But I’ve no particular interest in ‘the actual truth’. I’m not Judge Judy or an investigative journalist. That’s Chloe Hadjimatheou’s job.
And I wasn’t someone who took a great deal of notice of Moth’s illness or miracle cure when I read TSP. And I didn’t think they seemed at all ‘nice’, so I’m really interested in how betrayed so many people feel by the revelations.
For me it was quite a strange book. For something being marketed as ‘feelgood’, it featured rather a lot of deep negativity and rage towards people met on the path (doesn’t someone encourage his dog to piss on their tent at one point? Or does someone actually piss on their tent?) and their benefactors. I put that down to bitterness about losing their home and the illness, but I thought it was interesting RW didn’t depict herself as nicer..
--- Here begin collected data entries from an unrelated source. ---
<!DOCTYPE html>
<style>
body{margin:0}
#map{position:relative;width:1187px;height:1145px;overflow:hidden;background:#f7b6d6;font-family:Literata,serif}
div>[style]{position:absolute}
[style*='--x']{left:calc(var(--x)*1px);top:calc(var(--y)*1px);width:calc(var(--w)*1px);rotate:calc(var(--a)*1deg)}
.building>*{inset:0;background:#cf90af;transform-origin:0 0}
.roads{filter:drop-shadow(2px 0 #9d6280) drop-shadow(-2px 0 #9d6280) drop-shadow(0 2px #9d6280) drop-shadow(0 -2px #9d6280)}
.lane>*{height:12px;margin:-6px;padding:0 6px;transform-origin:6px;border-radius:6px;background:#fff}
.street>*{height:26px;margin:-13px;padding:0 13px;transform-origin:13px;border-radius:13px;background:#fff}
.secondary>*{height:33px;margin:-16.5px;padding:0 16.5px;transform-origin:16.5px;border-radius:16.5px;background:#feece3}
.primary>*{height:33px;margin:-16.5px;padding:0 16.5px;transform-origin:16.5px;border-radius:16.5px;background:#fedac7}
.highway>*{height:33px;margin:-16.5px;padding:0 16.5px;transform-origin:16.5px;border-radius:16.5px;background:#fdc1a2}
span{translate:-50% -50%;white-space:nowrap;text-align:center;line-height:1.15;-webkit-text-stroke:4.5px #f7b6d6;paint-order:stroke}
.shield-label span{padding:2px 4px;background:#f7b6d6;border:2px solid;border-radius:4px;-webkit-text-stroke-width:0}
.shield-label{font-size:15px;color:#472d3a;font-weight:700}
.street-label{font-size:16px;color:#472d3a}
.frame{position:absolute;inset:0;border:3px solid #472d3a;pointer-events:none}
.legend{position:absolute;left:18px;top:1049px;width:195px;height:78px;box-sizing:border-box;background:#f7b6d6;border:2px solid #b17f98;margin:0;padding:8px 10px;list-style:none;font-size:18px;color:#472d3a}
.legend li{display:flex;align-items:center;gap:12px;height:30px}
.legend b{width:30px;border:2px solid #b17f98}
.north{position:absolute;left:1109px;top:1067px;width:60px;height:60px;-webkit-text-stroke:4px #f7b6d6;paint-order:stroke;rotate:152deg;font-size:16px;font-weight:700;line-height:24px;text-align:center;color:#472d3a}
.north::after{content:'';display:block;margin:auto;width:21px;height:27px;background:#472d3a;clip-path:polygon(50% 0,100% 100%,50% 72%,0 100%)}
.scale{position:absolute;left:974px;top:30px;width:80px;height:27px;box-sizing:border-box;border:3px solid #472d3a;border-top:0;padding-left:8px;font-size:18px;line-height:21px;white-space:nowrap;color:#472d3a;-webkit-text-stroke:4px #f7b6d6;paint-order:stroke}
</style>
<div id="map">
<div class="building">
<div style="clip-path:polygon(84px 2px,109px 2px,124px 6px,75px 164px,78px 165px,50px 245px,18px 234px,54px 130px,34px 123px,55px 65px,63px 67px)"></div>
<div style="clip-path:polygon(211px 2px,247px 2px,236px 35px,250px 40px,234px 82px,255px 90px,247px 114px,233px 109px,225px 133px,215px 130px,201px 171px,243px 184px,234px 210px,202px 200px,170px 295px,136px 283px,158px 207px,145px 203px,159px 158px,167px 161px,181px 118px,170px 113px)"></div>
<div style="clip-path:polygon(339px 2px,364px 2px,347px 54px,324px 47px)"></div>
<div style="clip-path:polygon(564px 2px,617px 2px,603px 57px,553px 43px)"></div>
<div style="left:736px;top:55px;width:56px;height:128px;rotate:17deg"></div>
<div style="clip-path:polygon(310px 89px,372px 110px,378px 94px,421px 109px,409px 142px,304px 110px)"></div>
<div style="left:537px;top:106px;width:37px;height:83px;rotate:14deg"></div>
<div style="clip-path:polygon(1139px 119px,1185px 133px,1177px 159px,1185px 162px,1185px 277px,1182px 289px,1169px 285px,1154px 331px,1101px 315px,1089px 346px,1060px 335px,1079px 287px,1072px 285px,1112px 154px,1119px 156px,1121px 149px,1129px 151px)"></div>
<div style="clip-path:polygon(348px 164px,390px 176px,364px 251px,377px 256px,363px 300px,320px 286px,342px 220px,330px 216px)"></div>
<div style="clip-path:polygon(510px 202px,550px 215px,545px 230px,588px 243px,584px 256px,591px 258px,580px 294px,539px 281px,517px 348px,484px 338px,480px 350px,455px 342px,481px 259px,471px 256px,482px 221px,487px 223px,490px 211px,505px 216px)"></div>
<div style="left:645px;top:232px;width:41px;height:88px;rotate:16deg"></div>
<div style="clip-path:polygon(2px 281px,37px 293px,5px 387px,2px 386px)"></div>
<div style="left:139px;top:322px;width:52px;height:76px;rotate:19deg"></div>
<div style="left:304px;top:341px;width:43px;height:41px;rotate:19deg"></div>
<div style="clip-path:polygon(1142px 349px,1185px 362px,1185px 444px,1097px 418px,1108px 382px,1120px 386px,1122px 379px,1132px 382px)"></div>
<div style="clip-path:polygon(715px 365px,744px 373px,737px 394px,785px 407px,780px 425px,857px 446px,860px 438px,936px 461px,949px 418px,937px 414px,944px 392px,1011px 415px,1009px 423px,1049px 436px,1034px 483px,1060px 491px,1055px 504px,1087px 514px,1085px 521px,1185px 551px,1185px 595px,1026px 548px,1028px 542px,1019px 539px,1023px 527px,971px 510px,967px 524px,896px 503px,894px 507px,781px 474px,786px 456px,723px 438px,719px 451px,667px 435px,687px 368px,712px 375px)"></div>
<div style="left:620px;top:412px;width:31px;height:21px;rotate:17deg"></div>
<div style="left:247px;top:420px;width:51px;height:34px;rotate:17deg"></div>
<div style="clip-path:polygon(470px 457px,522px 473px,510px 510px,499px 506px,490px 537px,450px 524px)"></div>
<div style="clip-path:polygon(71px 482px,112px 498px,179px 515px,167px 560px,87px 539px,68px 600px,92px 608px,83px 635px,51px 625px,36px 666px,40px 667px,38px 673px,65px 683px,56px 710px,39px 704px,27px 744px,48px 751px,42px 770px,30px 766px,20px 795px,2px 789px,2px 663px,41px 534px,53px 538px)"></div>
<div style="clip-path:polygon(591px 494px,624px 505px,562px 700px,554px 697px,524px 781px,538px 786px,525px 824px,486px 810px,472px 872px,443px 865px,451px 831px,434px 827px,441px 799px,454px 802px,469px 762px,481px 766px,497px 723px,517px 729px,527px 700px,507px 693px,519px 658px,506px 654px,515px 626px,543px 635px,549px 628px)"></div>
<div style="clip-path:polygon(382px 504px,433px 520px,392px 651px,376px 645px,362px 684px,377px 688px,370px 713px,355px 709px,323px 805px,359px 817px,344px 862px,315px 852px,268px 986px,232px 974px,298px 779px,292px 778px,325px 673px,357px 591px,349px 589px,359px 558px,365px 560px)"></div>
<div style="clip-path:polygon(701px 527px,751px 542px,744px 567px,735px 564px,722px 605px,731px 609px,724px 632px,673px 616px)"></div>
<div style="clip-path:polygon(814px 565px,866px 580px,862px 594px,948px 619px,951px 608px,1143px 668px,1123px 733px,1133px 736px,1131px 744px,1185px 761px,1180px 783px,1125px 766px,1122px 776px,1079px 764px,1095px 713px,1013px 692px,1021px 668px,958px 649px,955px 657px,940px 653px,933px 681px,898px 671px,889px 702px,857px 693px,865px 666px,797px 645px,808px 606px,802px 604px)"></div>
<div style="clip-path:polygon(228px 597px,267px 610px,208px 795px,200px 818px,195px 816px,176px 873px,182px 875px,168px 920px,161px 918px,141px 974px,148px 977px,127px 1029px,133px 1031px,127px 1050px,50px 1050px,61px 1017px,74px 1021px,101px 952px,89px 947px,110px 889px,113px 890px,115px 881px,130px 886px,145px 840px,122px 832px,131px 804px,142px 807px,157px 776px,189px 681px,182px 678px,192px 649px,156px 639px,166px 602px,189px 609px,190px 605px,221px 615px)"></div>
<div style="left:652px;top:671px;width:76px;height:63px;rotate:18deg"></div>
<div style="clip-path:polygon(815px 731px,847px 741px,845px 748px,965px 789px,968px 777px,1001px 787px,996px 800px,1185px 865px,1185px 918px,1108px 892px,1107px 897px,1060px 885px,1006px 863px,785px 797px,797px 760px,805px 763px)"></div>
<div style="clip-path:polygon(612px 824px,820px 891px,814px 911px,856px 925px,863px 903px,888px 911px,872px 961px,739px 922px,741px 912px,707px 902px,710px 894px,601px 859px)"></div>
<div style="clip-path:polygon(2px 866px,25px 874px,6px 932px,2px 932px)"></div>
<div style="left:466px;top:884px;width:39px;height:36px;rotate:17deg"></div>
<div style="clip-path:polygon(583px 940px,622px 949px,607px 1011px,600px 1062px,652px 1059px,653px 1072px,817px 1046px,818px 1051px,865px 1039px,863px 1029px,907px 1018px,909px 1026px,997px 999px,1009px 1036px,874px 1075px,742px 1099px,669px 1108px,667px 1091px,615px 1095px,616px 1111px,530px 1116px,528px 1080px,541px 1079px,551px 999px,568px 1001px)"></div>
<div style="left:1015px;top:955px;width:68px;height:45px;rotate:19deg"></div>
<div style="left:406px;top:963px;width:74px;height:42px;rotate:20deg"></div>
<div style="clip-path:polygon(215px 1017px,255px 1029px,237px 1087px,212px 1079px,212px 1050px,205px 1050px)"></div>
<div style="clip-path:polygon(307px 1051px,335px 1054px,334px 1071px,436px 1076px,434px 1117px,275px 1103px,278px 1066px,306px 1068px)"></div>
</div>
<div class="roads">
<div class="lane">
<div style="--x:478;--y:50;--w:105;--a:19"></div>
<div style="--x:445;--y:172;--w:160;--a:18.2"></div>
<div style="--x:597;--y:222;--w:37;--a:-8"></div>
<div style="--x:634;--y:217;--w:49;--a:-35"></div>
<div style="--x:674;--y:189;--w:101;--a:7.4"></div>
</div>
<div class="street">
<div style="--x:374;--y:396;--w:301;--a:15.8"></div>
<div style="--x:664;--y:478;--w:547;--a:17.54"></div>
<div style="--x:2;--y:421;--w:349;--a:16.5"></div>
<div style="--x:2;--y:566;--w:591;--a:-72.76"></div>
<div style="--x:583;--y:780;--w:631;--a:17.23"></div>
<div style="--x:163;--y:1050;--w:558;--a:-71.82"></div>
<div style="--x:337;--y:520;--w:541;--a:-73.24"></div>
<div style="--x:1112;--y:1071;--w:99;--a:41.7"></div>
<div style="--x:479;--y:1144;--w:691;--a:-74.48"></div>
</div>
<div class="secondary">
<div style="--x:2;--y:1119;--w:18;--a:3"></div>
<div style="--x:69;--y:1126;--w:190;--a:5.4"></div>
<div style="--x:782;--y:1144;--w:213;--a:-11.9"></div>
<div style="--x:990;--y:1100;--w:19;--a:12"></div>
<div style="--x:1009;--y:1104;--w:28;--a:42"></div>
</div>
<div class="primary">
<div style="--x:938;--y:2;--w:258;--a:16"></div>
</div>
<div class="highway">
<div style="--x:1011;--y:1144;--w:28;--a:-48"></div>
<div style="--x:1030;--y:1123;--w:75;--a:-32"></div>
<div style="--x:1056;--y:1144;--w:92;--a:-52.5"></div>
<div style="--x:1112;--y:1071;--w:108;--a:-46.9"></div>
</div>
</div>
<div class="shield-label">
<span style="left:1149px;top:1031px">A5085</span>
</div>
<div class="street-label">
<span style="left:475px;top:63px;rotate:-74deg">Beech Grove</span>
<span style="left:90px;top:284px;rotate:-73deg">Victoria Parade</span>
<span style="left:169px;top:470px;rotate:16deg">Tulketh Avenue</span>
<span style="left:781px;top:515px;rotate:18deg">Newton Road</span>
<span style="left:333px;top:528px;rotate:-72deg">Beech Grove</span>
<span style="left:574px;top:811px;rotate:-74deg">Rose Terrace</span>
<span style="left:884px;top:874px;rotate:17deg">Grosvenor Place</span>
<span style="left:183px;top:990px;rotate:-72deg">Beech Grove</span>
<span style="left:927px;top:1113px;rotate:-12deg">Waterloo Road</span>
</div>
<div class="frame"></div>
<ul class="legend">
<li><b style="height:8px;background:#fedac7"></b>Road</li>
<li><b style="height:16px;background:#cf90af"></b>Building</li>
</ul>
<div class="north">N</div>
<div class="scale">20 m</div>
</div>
I was struck by how ‘alone in the world’ they seemed, with no friends or family stepping in to help them hire a lawyer or give them somewhere to stay.
I assumed that they were probably on bad terms with family and/or were people with few friends, doing the classic Mn thing of ‘retreating inside my little family’. In fairness, if they were actually farming a substantial farm as well as running a holiday let (which isn’t clear), it doesn’t leave much time for socialising. Or I wondered if they simply hadn’t integrated well locally in 20 years.
I suppose I’m interested in TSP as a literary construct with some (heavily mediated) relationship to reality. Im always really fascinated by how people alter real life events when they write about them, whether it’s Dorothy Wordsworth or Laura Ingalls Wilder.
I would absolutely love to see what the original MS of TSP which, if it was originally written for Moth alone, must have been very different to the published version. I’d live to know what RW is like to work with as an editor. Does she make or miss deadlines? Does she send in a clean MS or need heavy copy editing How does she deal with criticism? Were her agent and editor disappointed with the TWS?